Notable examples include the US Treasury in the 1930s, which used the Federal Reserve Bank to help finance the publicly owned Reconstruction Finance Corporation — at the time the world’s largest bank — to support Roosevelt’s New Deal Policies to help the US out of the Great Depression.
Historically, central banks and treasuries have successfully cooperated – in different ways – to help tackle some of the biggest socio-economic challenges of their time.
The central bank of Canada also used monetary financing to capitalise an Industrial Development Bank in 1945 which went on to support small and medium sized enterprises across Canada for the next 30 years, providing almost a quarter of total domestic bank lending to businesses by the 1960s.
But how did they manage to do all this? Central banks co-ordinated with fiscal authorities to help realise public objectives — their mandates went well beyond the narrow focus of low but steady inflation.
It is true that in the absence of an international system of exchange rates and capital controls, the policy context is currently different to the immediate post-war period.

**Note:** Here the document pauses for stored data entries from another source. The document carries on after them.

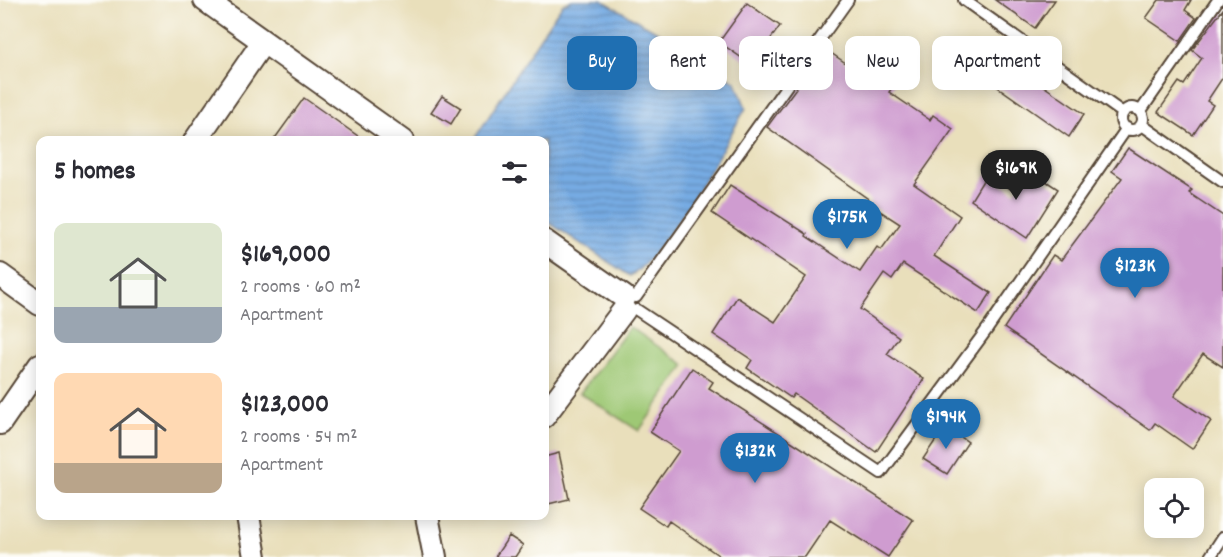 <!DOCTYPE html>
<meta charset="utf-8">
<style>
:root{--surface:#fff;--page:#f2f2f3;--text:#2b2b33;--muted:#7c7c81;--accent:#1f6fb2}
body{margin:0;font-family:Dekko,sans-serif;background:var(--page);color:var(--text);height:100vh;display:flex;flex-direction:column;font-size:22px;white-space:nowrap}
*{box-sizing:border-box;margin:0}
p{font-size:20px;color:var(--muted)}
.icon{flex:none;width:33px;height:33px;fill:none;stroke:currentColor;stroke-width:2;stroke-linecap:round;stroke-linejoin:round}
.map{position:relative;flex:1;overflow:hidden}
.details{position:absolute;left:36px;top:136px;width:513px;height:384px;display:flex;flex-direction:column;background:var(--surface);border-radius:12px;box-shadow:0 3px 15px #0003}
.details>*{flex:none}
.hud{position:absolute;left:567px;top:36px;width:566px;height:54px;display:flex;gap:12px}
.fabs{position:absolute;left:1144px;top:478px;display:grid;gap:12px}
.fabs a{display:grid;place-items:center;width:60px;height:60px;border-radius:12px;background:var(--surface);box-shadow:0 3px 15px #0003;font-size:30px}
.price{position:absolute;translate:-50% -51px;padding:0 14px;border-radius:21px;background:var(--accent);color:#fff;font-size:20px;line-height:39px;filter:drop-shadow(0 2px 3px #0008)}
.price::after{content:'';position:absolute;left:50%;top:36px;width:18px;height:14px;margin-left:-9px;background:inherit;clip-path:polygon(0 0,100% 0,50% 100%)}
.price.active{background:#222;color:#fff}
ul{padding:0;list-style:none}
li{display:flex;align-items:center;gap:18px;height:150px;padding:0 18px}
li span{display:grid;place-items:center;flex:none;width:168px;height:120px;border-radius:12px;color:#555}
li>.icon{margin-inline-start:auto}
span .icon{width:72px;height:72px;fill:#fffc;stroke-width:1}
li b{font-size:26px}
h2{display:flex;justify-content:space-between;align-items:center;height:72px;padding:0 18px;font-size:26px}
.tag{padding:0 21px;border-radius:12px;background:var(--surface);box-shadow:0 3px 15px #0003;font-size:21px;line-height:54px}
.tag.active{background:var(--accent);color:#fff}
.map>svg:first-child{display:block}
</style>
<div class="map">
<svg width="1223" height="557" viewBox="0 0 1223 557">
<defs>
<pattern id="water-rules" width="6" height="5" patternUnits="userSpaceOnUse" patternTransform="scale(1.5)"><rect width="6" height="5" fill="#76abe3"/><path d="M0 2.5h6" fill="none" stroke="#628bb7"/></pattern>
</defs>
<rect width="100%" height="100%" fill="#fdfcf7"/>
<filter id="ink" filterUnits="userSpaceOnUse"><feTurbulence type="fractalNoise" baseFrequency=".0167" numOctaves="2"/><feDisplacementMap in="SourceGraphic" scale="12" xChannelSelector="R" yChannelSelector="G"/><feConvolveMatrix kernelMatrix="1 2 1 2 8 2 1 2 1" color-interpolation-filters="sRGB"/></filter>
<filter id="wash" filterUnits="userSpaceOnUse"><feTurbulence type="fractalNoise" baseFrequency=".008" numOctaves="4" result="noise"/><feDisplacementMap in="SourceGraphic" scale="24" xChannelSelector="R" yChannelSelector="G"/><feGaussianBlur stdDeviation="1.35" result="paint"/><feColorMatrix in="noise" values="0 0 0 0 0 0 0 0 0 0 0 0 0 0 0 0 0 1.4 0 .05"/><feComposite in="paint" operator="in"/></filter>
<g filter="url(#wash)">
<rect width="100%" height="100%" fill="#e9dfbb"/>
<path fill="#9ec874" stroke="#6c7949" stroke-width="1.5" d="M630,327l55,38 -46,66 -59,-38z"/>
<path fill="url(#water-rules)" stroke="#586a80" stroke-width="1.5" d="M572,0h30l64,37 70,45 10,26c-24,40 -81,148 -116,168l-85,-56 -1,-79h-71l73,-113 17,-24z"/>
<g id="blocks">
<path fill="#cf9cd0" d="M995,0h60l-20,28z
M1159,0h32l-6,10 11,8 -16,23 -34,-23z
M747,3l33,23 -28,39 -33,-23z
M1223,9v68l-16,24 6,4 -20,30 -35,-23 21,-30 5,3 18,-27 -10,-8z
M825,49l34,23 12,-17 28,23 -10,14 41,28 3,-5 20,14 -39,55 46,32 -26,40 57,37 -13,20 -75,-49 -11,16 -8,-6 -24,35 39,28 -12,17 37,25 -48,73 -82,-58 -3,4 -44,-30 5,-8 -39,-26 24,-37 38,25 31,-45 -94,-64 18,-28 77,49 -1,2 54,36 17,-25 4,3 19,-26 -31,-20 2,-3 -104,-74z
M1010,63l74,51 -15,23 -74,-52z
M442,96l19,12 -10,16 -20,-12z
M304,98l61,43h-92z
M1128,148l64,42 -3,3 34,23v151l-20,-13 -29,42 37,25 -19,28 -37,-26 -5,7 -146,-102 49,-73 8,5 61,-82 -10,-7z
M1029,170l29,19 -31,49 -56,-38 16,-26 28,18z
M692,368l21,14 -4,6 204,132 -25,37 -58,-37 -25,37h-84l-52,-36 -3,5 -27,-18 40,-57 -29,-19z
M945,426l23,16 -21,32 -24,-15z
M559,453l10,46 -25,6v-48z
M509,536l14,9 -8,12h-20z"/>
</g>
</g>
<g filter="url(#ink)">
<use href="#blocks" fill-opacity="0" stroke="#554536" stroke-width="1.5"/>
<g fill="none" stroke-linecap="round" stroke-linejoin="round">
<g stroke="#554536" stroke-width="14">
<path id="lane" d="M964,0l159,113
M1121 119a11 11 0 1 1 22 0a11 11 0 1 1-22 0Z
M1140,112l78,-112
M1142,125l81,57
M636,297l212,-297
M637,310l244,163 107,-145 139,-200
M1210,557l13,-20"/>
</g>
<g stroke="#554536" stroke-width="26">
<path id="street" d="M205,0l198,141
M195,141l68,-99
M544,241l80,56
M0,275l40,29
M544,416l80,-106
M0,423l40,-58
M248,516l7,41
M427,516l8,41"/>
</g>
<use href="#lane" stroke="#fff" stroke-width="10"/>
<use href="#street" stroke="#fff" stroke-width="22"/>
</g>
</g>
</svg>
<div class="fabs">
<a><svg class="icon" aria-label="locate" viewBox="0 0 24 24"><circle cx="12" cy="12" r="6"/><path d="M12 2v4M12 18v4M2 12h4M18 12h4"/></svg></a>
</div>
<b class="price active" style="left:1016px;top:201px">$169K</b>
<b class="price" style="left:847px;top:250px">$175K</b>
<b class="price" style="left:1135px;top:299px">$123K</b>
<b class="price" style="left:946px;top:450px">$194K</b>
<b class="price" style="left:755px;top:484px">$132K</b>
<div class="hud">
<a class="tag active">Buy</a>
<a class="tag">Rent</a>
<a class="tag">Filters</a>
<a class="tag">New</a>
<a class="tag">Apartment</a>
</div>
<section class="details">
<h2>5 homes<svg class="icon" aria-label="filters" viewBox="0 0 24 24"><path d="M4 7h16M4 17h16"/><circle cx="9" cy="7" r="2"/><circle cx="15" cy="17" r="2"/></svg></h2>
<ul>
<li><span style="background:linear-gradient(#dfe7d0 70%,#9aa5b1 0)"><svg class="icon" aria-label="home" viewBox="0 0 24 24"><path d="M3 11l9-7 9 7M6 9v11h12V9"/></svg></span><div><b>$169,000</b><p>2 rooms · 60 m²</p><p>Apartment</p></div></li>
<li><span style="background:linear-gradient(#ffd9b3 75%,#b9a48a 0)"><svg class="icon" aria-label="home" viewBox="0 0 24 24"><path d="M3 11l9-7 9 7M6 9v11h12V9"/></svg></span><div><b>$123,000</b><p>2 rooms · 54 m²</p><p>Apartment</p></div></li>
</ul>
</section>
</div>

Today, international markets may react negatively to stronger fiscal-monetary coordination potentially leading to increased interest rates and higher public net debt, which could result in cost-push inflation. However, the experience of countries like Japan (since the 1990s) and the UK (since the 2008 financial crisis) shows that risk of markets reacting in this way are low; and a good argument can be made that central banks with free floating exchange rates can control government borrowing costs.

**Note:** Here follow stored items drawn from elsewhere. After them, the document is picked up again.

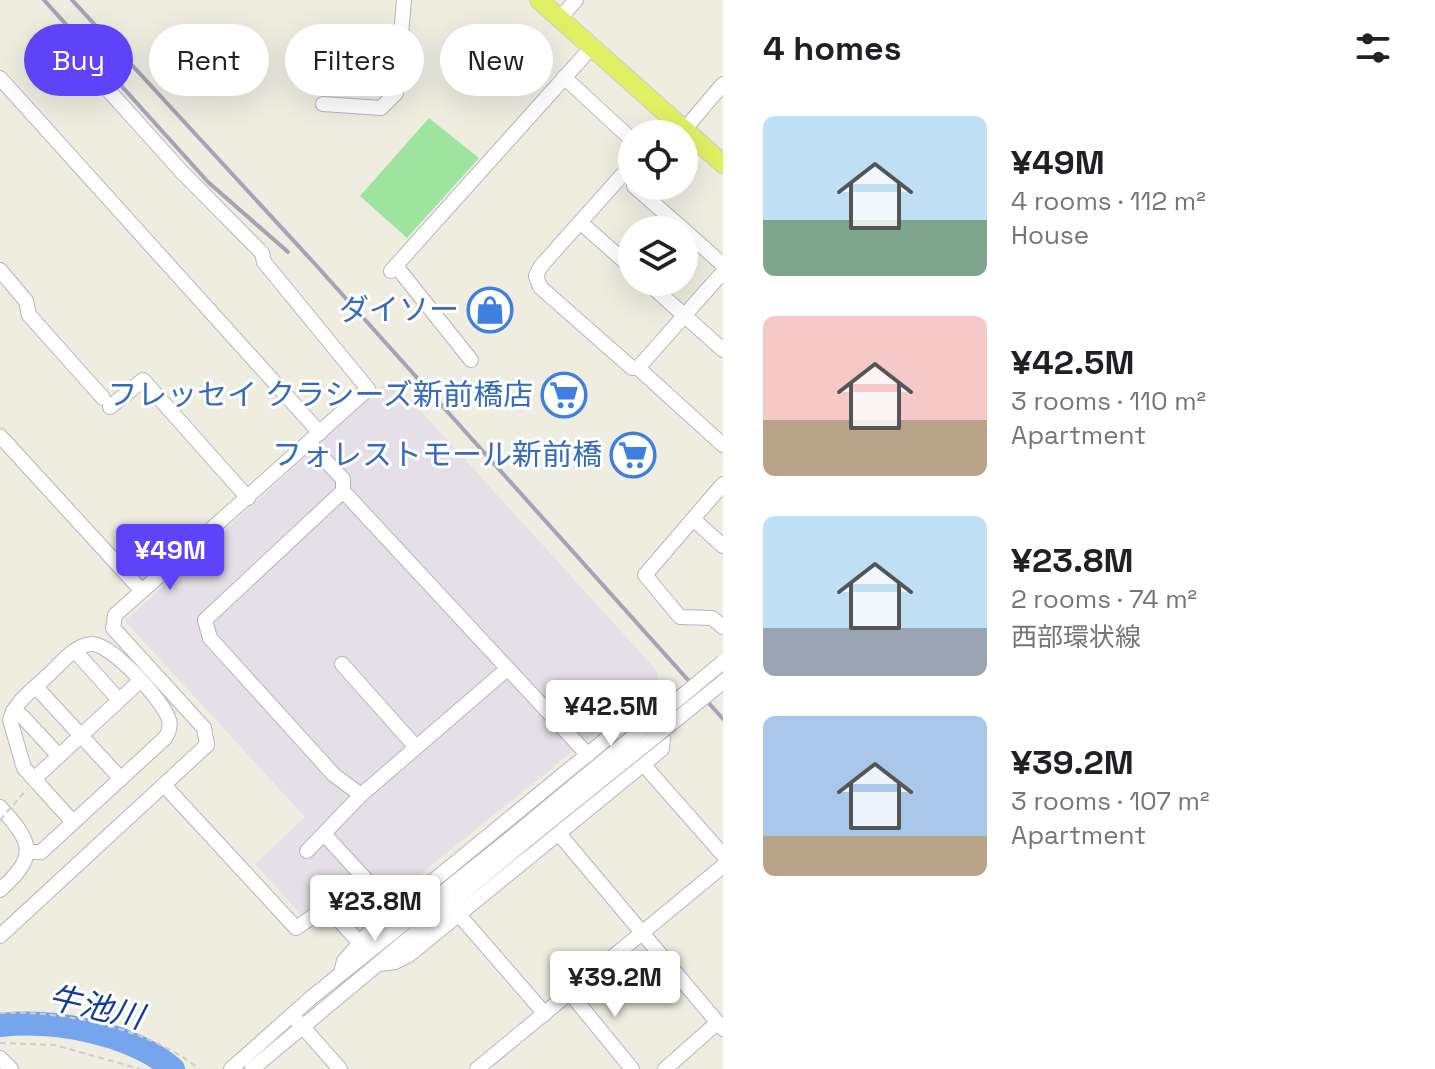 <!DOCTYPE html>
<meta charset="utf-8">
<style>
body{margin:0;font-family:"Space Grotesk","Noto Sans JP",sans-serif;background:#f6f6f6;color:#202124;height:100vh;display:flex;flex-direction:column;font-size:30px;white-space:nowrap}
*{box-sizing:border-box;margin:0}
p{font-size:26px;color:#757577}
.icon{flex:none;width:44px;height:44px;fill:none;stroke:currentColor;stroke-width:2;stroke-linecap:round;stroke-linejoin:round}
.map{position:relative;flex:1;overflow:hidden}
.side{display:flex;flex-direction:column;background:#fff;width:712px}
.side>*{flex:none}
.hud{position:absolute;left:24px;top:24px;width:578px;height:72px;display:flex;gap:16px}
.controls{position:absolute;left:618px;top:120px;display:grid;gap:16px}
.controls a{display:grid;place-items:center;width:80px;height:80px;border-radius:50%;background:#fff;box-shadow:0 8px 32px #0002;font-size:40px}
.price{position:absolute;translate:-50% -68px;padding:0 18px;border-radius:8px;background:#fff;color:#222;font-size:26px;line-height:52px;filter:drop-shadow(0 2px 4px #0008)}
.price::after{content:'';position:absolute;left:50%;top:48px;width:24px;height:18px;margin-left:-12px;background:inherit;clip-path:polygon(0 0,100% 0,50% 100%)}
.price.on{background:#5f43f8;color:#fff}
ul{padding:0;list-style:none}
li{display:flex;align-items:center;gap:24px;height:200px;padding:0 40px}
li span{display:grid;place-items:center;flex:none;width:224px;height:160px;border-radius:12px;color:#555}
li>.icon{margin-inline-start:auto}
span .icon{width:96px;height:96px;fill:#fffc;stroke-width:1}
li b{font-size:34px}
h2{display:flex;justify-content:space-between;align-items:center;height:96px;padding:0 40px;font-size:34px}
.tag{padding:0 28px;border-radius:36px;background:#fff;box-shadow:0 8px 32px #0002;font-size:28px;line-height:72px}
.tag.on{background:#5f43f8;color:#fff}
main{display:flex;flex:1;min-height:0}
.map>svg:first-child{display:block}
.industrial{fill:#e5e0e7}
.green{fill:#9ee49e}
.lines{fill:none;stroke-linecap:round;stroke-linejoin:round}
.river{stroke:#76a5ee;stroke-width:24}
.minor-casing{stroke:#b6b3c0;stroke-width:16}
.major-casing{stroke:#cdcdcd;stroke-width:20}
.path{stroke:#cdcdcd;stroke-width:2;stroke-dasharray:6 4;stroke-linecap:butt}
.minor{stroke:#fff;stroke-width:14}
.major{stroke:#e0f064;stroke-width:18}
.rail{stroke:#a6a2b7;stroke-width:4}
.minor-bridge-casing{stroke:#b6b3c0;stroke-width:16;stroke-linecap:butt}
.path-bridge{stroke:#cdcdcd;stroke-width:2;stroke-dasharray:6 4;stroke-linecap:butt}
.minor-bridge{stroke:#fff;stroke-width:14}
.labels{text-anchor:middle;stroke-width:6;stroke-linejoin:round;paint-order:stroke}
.shop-label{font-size:30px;fill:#366cbe;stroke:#fff;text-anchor:end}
.water-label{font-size:32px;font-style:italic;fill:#0f3c9f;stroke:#fff}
</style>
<main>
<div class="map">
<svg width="723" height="1069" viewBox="0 0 723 1069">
<rect width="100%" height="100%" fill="#eeede0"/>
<path class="industrial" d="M391,378l267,294 -2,12 -301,243 -24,-28 -26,20 -50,-55 50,-47 -180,-196z"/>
<path class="green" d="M429,118l50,40 -72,80 -47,-42z"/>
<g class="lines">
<path class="river" d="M0,1025c55,-6 131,8 173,44"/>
<g class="minor-casing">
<g id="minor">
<path d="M559,19l17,-19"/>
<path d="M564,77l68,63"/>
<path d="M0,78l320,355"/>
<path d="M323,104l58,4 15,-15 8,-93"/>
<path d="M684,130l39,-46"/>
<path d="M660,134l12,-14"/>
<path d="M632,164l-91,102 -5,10 4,11 92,81h6l85,-96"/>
<path d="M634,186l50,44"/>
<path d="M580,222l52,46"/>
<path d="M684,230l39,35"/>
<path d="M396,266l75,94"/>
<path d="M0,270l26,31 3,14 74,83"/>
<path d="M391,271l200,-223"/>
<path d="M647,282l76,68"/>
<path d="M638,368l85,77"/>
<path d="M110,407l33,-27 105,118"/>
<path d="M0,436l142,155 226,-202 -104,-127 -2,-9 -81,-82 -125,-139"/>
<path d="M309,443l34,36v12l-138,129 5,18 124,137 27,20"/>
<path d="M723,484l-78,91 35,42 32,1 11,9"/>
<path d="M343,491l245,264"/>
<path d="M693,519l30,27"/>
<path d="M75,651l44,49"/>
<path d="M342,664l73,82"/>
<path d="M36,687l85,92"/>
<path d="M13,711l9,5 37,40"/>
<path d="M643,764l80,91"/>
<path d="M34,779l106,-98"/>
<path d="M164,785l132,143 31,-21 32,35"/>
<path d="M0,807c33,36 38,49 0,83"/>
<path d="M324,834l45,49"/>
<path d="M560,835l163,194"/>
<path d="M307,851l54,-56 146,-126"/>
<path d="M27,852h14l124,-114c4,-6 6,-11 4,-18 -5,-19 -59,-78 -78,-76 -17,1 -33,23 -45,33 -13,13 -31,24 -36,43l14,48 49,54"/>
<path d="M460,916l85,98"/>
<path d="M0,936l207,-191 -3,-17 -91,-100 2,-13 27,-24"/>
<path d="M341,973l3,-12 22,-25 271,-222 6,1 20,24 -1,10 -253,206 -14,7 -15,2"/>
<path d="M570,993l62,76"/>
<path d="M295,1018l45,51"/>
<path d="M0,1058l11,11"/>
<path d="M231,1069l81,-72 205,-164"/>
<path d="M252,1069l271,-226"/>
<path d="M477,1069l246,-203"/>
<path d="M665,1069l52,-46"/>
</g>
</g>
<g class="major-casing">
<path id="major" d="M539,0l184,164"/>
</g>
<g class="path">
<path d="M640,701l26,-20"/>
<path d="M0,1013c62,-3 151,16 199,56"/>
<path d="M0,1043l55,2 85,24"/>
</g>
<use href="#minor" class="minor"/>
<use href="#major" class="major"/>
<g class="rail">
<path d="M44,0l164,182 80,70"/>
<path d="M72,0l243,264 408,455"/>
</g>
<g class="minor-bridge-casing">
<g id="minor-bridge">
<path d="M517,833l206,-171"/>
<path d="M523,843l200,-161"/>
</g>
</g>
<path class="path-bridge" d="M0,820l27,-31"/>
<use href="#minor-bridge" class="minor-bridge"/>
</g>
<defs>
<g id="shop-ring" transform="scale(2.3)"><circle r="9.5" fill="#fff" stroke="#3f7fe0" stroke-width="1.5"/><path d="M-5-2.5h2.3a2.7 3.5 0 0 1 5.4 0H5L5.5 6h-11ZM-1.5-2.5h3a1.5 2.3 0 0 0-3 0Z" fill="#3f7fe0"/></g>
<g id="supermarket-ring" transform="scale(2.3)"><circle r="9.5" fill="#fff" stroke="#3f7fe0" stroke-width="1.5"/><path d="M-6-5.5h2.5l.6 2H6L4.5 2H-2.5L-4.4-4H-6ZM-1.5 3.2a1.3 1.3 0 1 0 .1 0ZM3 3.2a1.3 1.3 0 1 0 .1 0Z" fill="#3f7fe0"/></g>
</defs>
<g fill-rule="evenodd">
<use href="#shop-ring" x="490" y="310"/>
<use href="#supermarket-ring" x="564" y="395"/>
<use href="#supermarket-ring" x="633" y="455"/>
</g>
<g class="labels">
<g class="shop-label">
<text x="459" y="320">ダイソー</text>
<text x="533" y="405">フレッセイ クラシーズ新前橋店</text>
<text x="602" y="465">フォレストモール新前橋</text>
</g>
<g class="water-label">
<text transform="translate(96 1007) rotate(13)" y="11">牛池川</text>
</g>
</g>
</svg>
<div class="controls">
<a><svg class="icon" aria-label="locate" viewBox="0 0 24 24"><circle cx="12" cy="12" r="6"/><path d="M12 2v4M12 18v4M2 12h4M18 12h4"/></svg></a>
<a><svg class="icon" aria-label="layers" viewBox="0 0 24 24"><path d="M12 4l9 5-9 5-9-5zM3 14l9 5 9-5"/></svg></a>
</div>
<b class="price on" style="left:170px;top:592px">¥49M</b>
<b class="price" style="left:611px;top:748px">¥42.5M</b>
<b class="price" style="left:375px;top:943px">¥23.8M</b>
<b class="price" style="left:615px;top:1019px">¥39.2M</b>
<div class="hud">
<a class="tag on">Buy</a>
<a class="tag">Rent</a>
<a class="tag">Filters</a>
<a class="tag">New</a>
</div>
</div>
<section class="side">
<h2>4 homes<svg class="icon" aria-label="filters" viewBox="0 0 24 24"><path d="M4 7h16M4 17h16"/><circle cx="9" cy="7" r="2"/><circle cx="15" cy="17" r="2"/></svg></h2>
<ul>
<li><span style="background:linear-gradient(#bfe0f5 65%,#7fa58c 0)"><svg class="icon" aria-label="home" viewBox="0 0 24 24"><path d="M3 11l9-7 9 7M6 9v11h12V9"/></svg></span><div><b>¥49M</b><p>4 rooms · 112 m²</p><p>House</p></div></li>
<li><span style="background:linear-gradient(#f6c9c9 65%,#b9a48a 0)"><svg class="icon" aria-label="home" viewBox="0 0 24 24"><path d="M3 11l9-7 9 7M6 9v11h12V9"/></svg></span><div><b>¥42.5M</b><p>3 rooms · 110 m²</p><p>Apartment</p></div></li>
<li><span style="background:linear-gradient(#bfe0f5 70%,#9aa5b1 0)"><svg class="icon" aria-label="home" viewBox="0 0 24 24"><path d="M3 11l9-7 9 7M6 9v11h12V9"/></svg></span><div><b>¥23.8M</b><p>2 rooms · 74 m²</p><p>西部環状線</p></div></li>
<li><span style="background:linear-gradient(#a9c7e8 75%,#b9a48a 0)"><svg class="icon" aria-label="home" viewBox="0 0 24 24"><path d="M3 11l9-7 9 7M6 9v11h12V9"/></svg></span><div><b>¥39.2M</b><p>3 rooms · 107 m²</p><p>Apartment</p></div></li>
</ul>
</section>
</main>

Of course, fiscal-monetary coordination should be mindful of inflation, but if new money is directed towards productive activities (boosting the production of goods and services alongside the supply of money) then inflation becomes less of a concern. Indeed, the major incidences of high inflation in our study are more likely explained by external events, like wars, the collapse of the Bretton Woods system, and oil price shocks.
There are multiple opportunities for the UK Treasury and Bank of England to learn the lessons from the past. These hold important implications for policy makers who claim that ‘there is not enough money’ to tackle important issues like climate change, inequality and diminishing public services.
There are multiple opportunities for the UK Treasury and Bank of England to learn the lessons from the past.
The big elephant in the room is that a monetary policy stimulus is likely to be much more successful if fiscal policy isn’t pushing in the opposite direction. But more importantly, monetary stimuli can enable fiscal policy expansion that delivers vital public objectives.
The most obvious is that through its monetary policy initiatives, the Bank lowers the government borrowing costs. Indeed, the Bank of Japan has been successfully targeting 0% interest on 10 year government loans for some time now.
Less obvious are the fiscal implications of making slight adjustments to existing QE and TFS programmes. For example, the Bank of England holds around £435 billion of government debt due to its QE programme. If the Bank of England ends up permanently holding this amount of debt, it will effectively be cancelled. This is basically what the US Treasury and the Federal Reserve Bank did in the 1930s – without triggering hyperinflation (in fact they struggled to stimulate inflation).
Another opportunity could be to make better use of the Bank of England’s existing Term Funding Scheme, where the Bank has already created £125 billion of new central bank reserves to lend (short term) to the banking system. As the banking system repays the Bank of England for these loans, the Bank could simply re-invest the proceeds more strategically for social and economic purpose.
So for now, we don’t need helicopter money or for the central bank to create any new money in aggregate, we just need the Treasury and the Bank of England to do a better job of working together – and for the Treasury to realise the fiscal potential the Bank affords it.